What's Happening?
The cyber insurance market in Europe has softened from its peak during the early 2020s ransomware wave, resulting in lower prices and more favorable terms for coverage. Ben Dyson, senior editor at S&P Global Market Intelligence, stated that a large or systemic loss would be required to harden the market again. This was discussed during a webinar on July 24, 2025, which focused on trends affecting the insurance and reinsurance sectors in Europe. Despite recent cyber attacks, such as the exploitation of zero-day vulnerabilities in Microsoft SharePoint and data breaches at UK retailers Marks and Spencer and Co-op, the market has not seen significant changes. The financial impact of these attacks was estimated between £270m to £440m, but they were not substantial enough to alter market conditions.
AD
Why It's Important?
The current state of the cyber insurance market is significant for businesses and insurers as it reflects broader trends in cybersecurity risk management. The soft market conditions present an opportunity for companies to purchase cyber insurance at favorable rates. However, the lack of a major claims event suggests that insurers may not face immediate pressure to adjust pricing or terms. This situation underscores the importance of risk management and cyber hygiene, particularly focusing on human factors such as training staff to counter phishing attempts and deep fakes. The emphasis on individual responsibility highlights the ongoing challenge of managing cybersecurity risks effectively.
What's Next?
While the market remains soft, insurers continue to focus on risk management, ensuring that companies maintain adequate cyber hygiene. The recent attacks have prompted some companies to consider purchasing cyber insurance, and brokers are promoting the current favorable conditions as a good time to buy. The global impact of the Microsoft SharePoint attacks, primarily affecting US government agencies, serves as a learning point for future risk assessments.
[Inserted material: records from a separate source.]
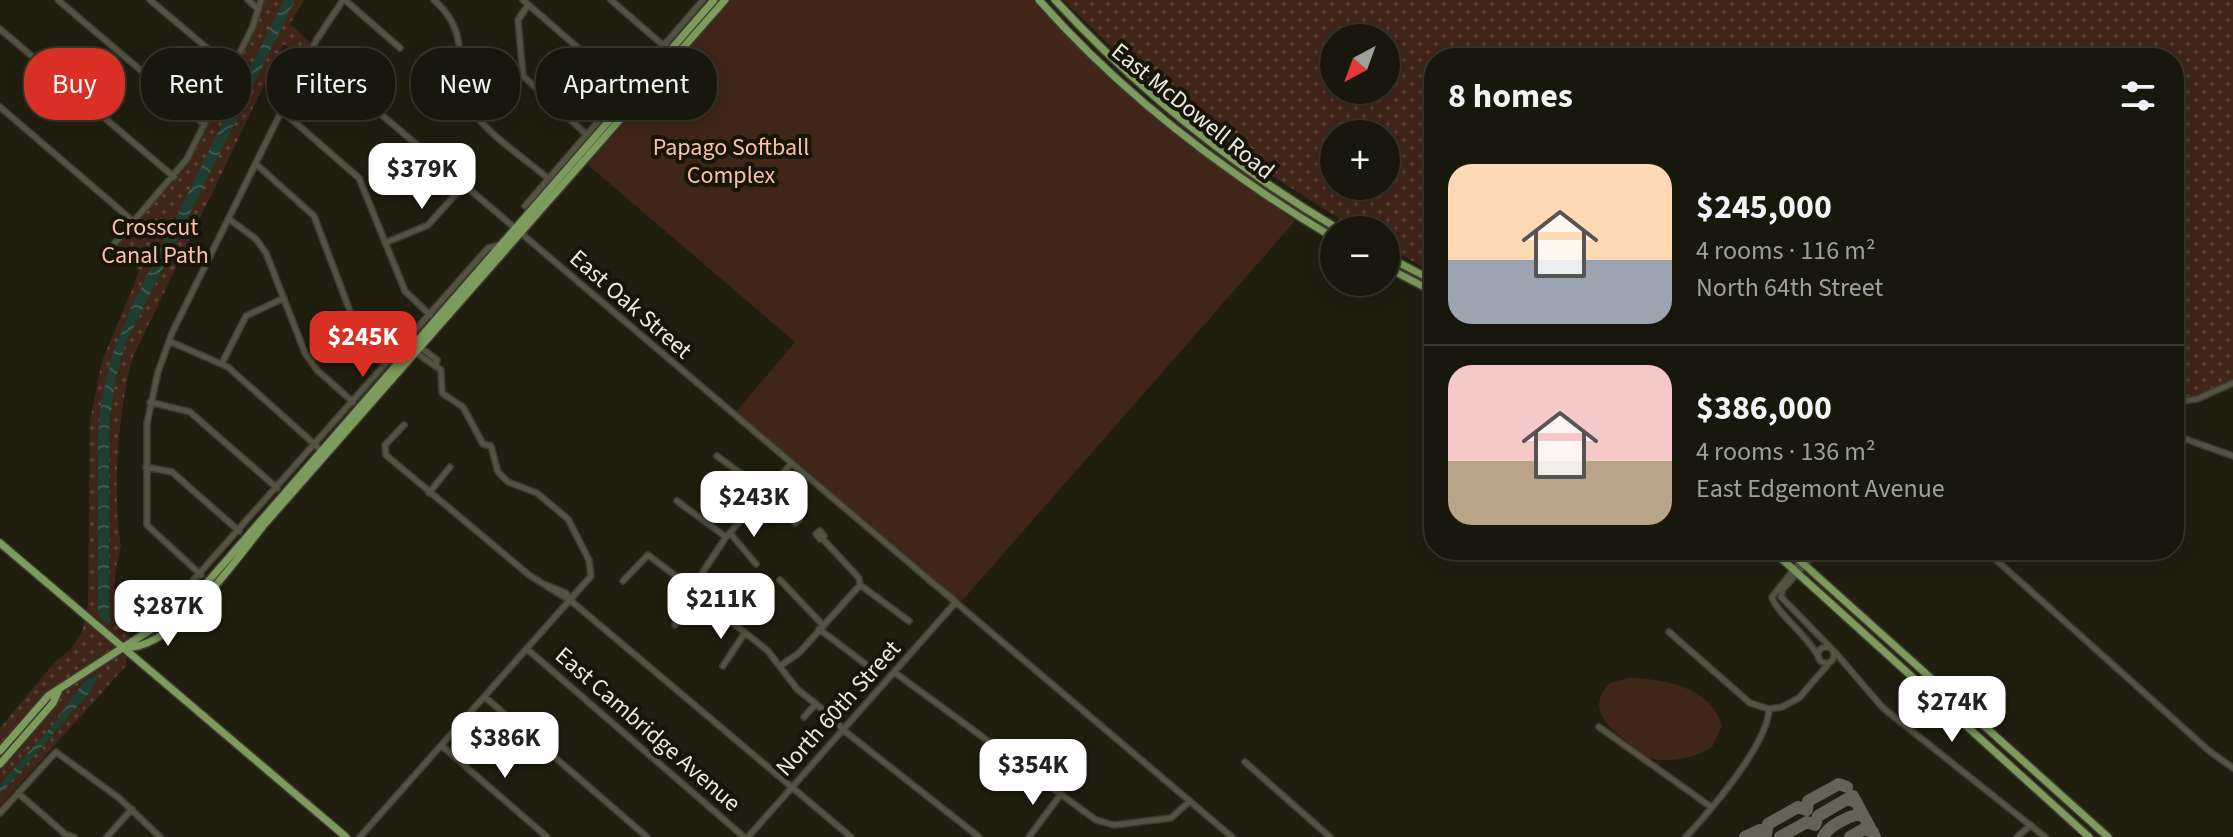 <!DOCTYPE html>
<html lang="en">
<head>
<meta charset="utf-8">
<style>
  body { margin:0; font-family:"Source Sans 3",sans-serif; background:#212014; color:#f1f3f6; height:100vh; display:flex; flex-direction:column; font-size:30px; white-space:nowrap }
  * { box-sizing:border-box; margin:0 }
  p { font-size:26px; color:#9f9f9d }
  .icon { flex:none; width:44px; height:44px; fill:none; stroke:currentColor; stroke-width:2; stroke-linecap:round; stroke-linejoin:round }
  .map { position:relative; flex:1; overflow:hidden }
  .panel { position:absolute; left:1424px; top:48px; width:760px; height:512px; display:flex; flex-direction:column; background:#18170b; border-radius:32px; box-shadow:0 4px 20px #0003,0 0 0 2px #36362c }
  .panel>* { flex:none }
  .guide { position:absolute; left:24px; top:48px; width:760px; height:72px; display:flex; gap:16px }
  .needle { width:52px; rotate:221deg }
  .controls { position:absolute; left:1320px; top:24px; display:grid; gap:16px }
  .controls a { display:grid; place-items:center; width:80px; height:80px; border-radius:50%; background:#18170b; box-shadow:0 4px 20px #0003,0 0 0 2px #36362c; font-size:40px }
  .price { position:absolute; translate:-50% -68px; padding:0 18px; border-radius:16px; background:#fff; color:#222; font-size:26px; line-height:52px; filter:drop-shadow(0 2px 4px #0008) }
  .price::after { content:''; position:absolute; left:50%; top:48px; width:24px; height:18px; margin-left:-12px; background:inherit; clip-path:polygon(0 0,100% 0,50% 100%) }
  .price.on { background:#d93025; color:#fff }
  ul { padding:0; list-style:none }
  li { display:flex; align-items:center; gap:24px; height:200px; padding:0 24px }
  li+li { border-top:2px solid #36362c }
  li span { display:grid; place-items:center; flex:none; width:224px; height:160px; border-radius:24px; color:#555 }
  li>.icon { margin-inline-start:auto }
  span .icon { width:96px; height:96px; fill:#fffc; stroke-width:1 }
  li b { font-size:34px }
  h2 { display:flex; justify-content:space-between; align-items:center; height:96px; padding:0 24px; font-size:34px }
  .tag { padding:0 28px; border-radius:32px; background:#18170b; box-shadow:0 4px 20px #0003,0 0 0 2px #36362c; font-size:28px; line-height:72px }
  .tag.on { background:#d93025; color:#fff }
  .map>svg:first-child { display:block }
  .park { fill:url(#park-dots); fill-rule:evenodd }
  .garden { fill:#402519 }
  .water { fill:url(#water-waves) }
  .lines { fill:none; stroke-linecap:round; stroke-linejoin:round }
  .taxiway { stroke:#646456; stroke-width:12 }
  .minor-casing { stroke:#3c3a31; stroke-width:8 }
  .major-casing { stroke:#3c3a31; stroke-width:10 }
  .minor { stroke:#545241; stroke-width:5 }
  .major { stroke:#7c9b5c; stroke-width:7 }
  .labels { text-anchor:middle; stroke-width:8; stroke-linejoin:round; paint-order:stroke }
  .street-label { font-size:24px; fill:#ebeae0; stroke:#171507 }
  .park-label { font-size:24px; fill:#fcc0a6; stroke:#171507 }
</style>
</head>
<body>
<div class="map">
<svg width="2233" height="837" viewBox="0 0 2233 837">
  <defs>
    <pattern id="park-dots" width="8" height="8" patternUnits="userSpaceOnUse" patternTransform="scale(2)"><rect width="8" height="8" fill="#402519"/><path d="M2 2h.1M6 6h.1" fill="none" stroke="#5c453a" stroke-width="1.8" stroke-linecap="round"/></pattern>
    <pattern id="water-waves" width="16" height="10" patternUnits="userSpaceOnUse" patternTransform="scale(2)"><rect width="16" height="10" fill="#1d3f2f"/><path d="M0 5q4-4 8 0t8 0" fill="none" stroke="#3e5b4d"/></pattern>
  </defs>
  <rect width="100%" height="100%" fill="#201f0f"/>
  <path class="park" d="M 261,0 L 304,0 L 290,24 L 314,46 L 306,62 L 284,44 L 133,357 C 118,409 112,493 121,547 C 115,565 111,599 118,617 C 121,623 126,627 129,633 L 126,666 L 0,806 L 0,728 L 54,663 L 70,650 L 82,632 L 88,605 L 90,421 L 102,361 L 140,270 L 109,250 L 184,164 L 253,26 Z
    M 1063,0 L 2233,0 L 2233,387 L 2174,409 L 2174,58 L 1434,58 L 1434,273 L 1386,247 L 1386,230 L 1357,230 L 1241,156 L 1148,82 ZM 1334,38 L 1386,38 L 1386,90 L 1334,90 ZM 1334,134 L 1386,134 L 1386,186 L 1334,186 Z"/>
  <path class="garden" d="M 729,0 L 1032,0 L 1159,122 L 1295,221 L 961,602 L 736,412 L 795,342 L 587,164 Z
    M 1630,678 C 1665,679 1711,687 1722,726 L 1712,747 C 1699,757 1666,764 1650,758 C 1643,756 1636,748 1629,743 C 1608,727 1585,709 1610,683 Z"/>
  <path class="water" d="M 284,0 L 295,0 L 125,345 L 115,381 L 109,427 L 109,625 L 98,615 L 98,433 L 102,397 L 113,353 L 133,304 Z
    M 100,672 L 89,693 L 0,794 L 0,785 L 55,722 L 83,683 Z"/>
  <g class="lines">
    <path class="taxiway" d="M 1853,796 L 1875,837
      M 1745,837 L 1760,830 L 1766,834 L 1768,824 L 1798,807 L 1807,810 L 1808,801 L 1839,784 L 1847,787
      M 1780,837 L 1807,822 L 1815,825 L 1818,816 L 1847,799 L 1856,802
      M 1823,837 C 1828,826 1847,817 1859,814 L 1864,817
      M 1850,837 L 1864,829 L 1873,832"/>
    <g class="minor-casing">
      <path id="minor" d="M 58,0 L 204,124
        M 150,0 L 232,69
        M 248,0 L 257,8
        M 345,0 L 400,48
        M 434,0 C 474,35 451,67 471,108 C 482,130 529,162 549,179
        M 523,0 L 638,100
        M 611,0 L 664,46
        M 528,5 L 518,20 L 523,76 L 587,135
        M 0,29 L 174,177
        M 310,54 L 1232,837
        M 453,88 L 464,85
        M 0,107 L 134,222
        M 282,111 L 359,178 L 405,291 L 430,315
        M 256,164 L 314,216 L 353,319 L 361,332 L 391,359
        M 525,206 L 703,0
        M 229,219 L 256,239 L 266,253 L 305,353 L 317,370 L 353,402
        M 385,243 L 428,225 L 464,185
        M 109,250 L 187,159 L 253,26 L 261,0
        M 169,341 L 228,367 L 321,450
        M 420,347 L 437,360 L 436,366
        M 222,363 L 246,316 L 284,298
        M 150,402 L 190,412 L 277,488
        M 2174,402 L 2197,399 L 2233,383
        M 404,425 L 385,445 L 386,455 L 529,575 L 569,600
        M 2174,435 L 2233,456
        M 717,456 L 766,492
        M 146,467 L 172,472 L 239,531
        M 770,488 L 793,515
        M 429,493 L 450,467
        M 677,501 L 726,537
        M 796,515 L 799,520 L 795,523 L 792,517 Z
        M 820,531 L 824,536 L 820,539 L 816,534 Z
        M 730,533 L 756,564
        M 822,538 L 859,578 L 860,585 L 909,621
        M 1809,550 L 1772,597 C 1776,613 1808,635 1819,658
        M 1818,550 L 1783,589 L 1781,597 L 1831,648
        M 1985,550 L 2208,750 L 2233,768
        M 201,575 L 147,525 L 147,423 L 158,372 L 172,333 L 317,39 L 343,0
        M 780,580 L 823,625
        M 929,580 L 953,599
        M 623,581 L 648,555 L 677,577 L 695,584 L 713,607 L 768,651 L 797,689 L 835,719 L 843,730
        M 695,584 L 726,537 L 791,464
        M 546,585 L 566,593 L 570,600 L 851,837
        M 181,594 L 488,248 L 503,244
        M 675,625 L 700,590
        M 819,629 L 868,666
        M 1669,632 L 1750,703 L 1769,709 L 1782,707 L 1799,698 L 1830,662
        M1818 655a8 8 0 1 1 16 0a8 8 0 1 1-16 0Z
        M 527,649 L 744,837
        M 1834,651 L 1883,708 L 2045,837
        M 723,666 L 744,634
        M 780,666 L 799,653 L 860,585
        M 894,672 L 1096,820 L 1114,825 L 1171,818 L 1190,801
        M 485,697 L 647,837
        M 804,717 L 815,705
        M 1599,727 L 1711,807
        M 842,729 L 979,837
        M 442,746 L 547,837
        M 1245,762 L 1330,837
        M 18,793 L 65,834 L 74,837
        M 0,813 L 56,752 L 119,798 L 160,837
        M 107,837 L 132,809
        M 360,837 L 591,576 L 589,560 L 568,519 L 537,493 L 508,482 L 498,472 L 491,446 L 483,444 L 463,407 L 442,393 L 441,370 L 415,352
        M 748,837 L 956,602
        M 1029,837 L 1061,794
        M 1686,837 C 1710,811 1768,744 1769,709
        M 2017,837 L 2031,825"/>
    </g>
    <g class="major-casing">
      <path id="major" d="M 1039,0 C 1122,94 1227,174 1334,238
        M 1055,0 C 1138,90 1235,168 1340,230
        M 1386,256 L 1434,281
        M 1386,267 L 1434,292
        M 0,543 L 346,837
        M 1772,550 L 2089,837
        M 1788,550 L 2108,837
        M 123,648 C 174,650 234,562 263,526 L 725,0
        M 0,751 L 48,696 L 164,621 L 205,585 L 714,0
        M 0,764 L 53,703 L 58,692"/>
    </g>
    <use href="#minor" class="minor"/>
    <use href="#major" class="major"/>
  </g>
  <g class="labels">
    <g class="street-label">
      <text transform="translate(1193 111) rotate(39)" y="8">East McDowell Road</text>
      <text transform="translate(631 304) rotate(41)" y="8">East Oak Street</text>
      <text transform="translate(838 708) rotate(-48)" y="8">North 60th Street</text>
      <text transform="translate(648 729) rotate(41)" y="8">East Cambridge Avenue</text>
    </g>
    <g class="park-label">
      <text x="731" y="155">Papago Softball<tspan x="731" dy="28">Complex</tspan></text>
      <text x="155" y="235">Crosscut<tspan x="155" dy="28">Canal Path</tspan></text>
    </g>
  </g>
</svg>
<div class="controls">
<a><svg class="needle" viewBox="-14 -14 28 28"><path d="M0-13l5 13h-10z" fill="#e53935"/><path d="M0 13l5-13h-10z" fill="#9f9f9d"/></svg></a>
<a>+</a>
<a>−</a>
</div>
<b class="price" style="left:422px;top:211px">$379K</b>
<b class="price on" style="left:363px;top:379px">$245K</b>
<b class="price" style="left:754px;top:539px">$243K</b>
<b class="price" style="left:721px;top:641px">$211K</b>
<b class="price" style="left:168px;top:648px">$287K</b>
<b class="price" style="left:1952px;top:744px">$274K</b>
<b class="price" style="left:505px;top:780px">$386K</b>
<b class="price" style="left:1033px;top:807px">$354K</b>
<div class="guide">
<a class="tag on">Buy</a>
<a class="tag">Rent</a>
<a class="tag">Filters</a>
<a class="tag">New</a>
<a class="tag">Apartment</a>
</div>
<section class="panel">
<h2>8 homes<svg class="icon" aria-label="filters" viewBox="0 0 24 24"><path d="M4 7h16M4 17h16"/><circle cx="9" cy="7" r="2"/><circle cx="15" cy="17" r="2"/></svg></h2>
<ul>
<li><span style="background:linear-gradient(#ffd9b3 60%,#9aa5b1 0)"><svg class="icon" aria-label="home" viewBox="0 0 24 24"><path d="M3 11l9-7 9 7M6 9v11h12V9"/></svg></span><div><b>$245,000</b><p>4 rooms · 116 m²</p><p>North 64th Street</p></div></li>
<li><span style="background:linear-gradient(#f6c9c9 60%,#b9a48a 0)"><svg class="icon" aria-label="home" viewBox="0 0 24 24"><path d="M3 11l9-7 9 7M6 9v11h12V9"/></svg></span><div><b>$386,000</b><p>4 rooms · 136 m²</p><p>East Edgemont Avenue</p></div></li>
</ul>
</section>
</div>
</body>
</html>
Insurers may continue to emphasize the importance of training staff to mitigate human-related vulnerabilities in cybersecurity setups.
Beyond the Headlines
The softening of the cyber insurance market, despite recent attacks, highlights the complex interplay between market conditions and cybersecurity threats. The focus on human factors in risk management suggests a shift towards more comprehensive approaches to cybersecurity, integrating technology with human training and awareness. This development may lead to long-term changes in how companies and insurers approach cybersecurity, potentially influencing policy and industry standards.